12.3.12

Shame


A primeira vez que ouvi falar desse filme foi num debate do Manhattan Connection. Fiquei ansioso pela estréia no Brasil, pois o tema me pareceu bastante interessante e ousado: a história de um jovem executivo novaiorquino viciado em sexo.

Falou-se bastante da coragem do ator Michael Fassbender (O jovem Magneto em X-Men e, mais recentemente, o psicanalista Carl Jung no novo filme de David Cronnenberg) em deixar-se filmar em cenas em que aparece em nu frontal em um drama do diretor inglês Steve McQueen, homônimo do ator americano.

Assisti ao filme na pré-estreia em uma sala bem cheia numa concorrida sessão de domingo à noite. Confesso, tristemente, que esperava mais. O filme tem recebido inúmeros elogios dos críticos e quem sou eu para falar alguma coisa da ótima interpretação do ator (premiado este ano no Festival de Veneza) e da sua coragem em interpretar um personagem tão sombrio e doloroso.

Aliás a beleza do relativamente jovem ator de 34 anos, em perfeita forma física, é algo que chama a atenção. Ele interpreta um bem sucedido executivo, frequenta bons restaurantes e mora num bom apartamento mas sua vida se resume ao trabalho e ao vício em sexo.

Mas essa compulsão não é algo que o prejudique como acontece com os viciados em drogas e álcool. Ele vive sozinho, não atrapalha a vida de ninguém, não é casado, portanto não trai ninguém, e seu vício “sustenta” prostitutas e todo um mercado de sexo encontra em tipos assim sua razão de existir. Ok, o homem se masturba diariamente no trabalho e em casa. E daí?
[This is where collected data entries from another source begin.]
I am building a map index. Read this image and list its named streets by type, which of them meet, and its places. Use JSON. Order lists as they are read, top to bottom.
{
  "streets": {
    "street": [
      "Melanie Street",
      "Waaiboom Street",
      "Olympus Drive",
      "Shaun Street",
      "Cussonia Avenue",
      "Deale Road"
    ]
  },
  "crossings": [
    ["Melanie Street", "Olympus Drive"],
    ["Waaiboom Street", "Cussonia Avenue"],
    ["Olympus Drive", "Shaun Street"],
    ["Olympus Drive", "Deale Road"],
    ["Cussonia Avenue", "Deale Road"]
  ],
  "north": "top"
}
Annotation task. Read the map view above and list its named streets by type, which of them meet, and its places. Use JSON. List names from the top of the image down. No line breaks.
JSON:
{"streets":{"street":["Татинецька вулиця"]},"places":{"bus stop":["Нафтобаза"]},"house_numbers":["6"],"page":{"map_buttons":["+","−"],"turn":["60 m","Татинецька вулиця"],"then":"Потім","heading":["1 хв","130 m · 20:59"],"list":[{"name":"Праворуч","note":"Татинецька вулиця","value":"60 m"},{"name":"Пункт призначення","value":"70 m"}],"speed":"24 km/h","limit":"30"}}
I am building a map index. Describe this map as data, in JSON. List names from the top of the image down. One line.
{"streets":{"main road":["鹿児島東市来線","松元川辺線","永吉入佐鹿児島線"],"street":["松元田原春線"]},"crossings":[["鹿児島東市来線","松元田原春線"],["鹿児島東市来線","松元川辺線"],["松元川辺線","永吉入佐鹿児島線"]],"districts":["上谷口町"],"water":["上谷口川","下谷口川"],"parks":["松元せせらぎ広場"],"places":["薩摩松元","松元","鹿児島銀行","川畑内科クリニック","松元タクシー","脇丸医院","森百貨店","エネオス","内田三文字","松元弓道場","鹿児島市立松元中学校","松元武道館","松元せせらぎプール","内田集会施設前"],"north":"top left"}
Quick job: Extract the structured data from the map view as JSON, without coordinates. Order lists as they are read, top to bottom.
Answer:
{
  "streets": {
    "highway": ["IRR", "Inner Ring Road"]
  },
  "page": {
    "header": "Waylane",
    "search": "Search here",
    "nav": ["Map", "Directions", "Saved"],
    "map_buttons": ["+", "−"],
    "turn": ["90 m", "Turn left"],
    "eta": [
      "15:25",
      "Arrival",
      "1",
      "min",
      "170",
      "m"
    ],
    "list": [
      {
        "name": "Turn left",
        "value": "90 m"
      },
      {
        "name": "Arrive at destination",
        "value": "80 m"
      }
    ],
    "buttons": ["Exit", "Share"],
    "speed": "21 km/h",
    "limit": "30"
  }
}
O problema de Brandon é que para manter aquele ritmo de vida não há espaço para o afeto ou a família. Ele vinha lidando bem com o micro cosmos que criou, mas a súbita aparição de Sissy, uma irmã para lá de problemática (depressiva e com tendências suicidas), personagem da ótima atriz Carey Mulligan revira o mundinho de Brandon. Tudo que ele não precisa é daquela irmã revirando seus armários, bagunçando sua vida, se metendo nos seus assuntos. Uma irmã daquela também ninguém merece, nem precisa ser viciado em sexo.

Eu não queria uma mala sem alça daquelas caminhando pelo meu apartamento. Talvez eu esteja sendo cruel, talvez haja gente com paciência para irmãs assim....ainda mais quando a gente a vê cantando lindamente New York, New York....e aí o diretor Steve McQueen não deixa dúvida de que quer nos seduzir com uma das facetas da complicada Sissy ao deixar a câmera fixa no rosto da atriz enquanto ela canta inteirinho, imortalizado por Frank Sinatra, o hino da Grande Maçã, com um arranjo sexy, romântico, blues na veia...e ainda acompanhada de um belíssimo piano.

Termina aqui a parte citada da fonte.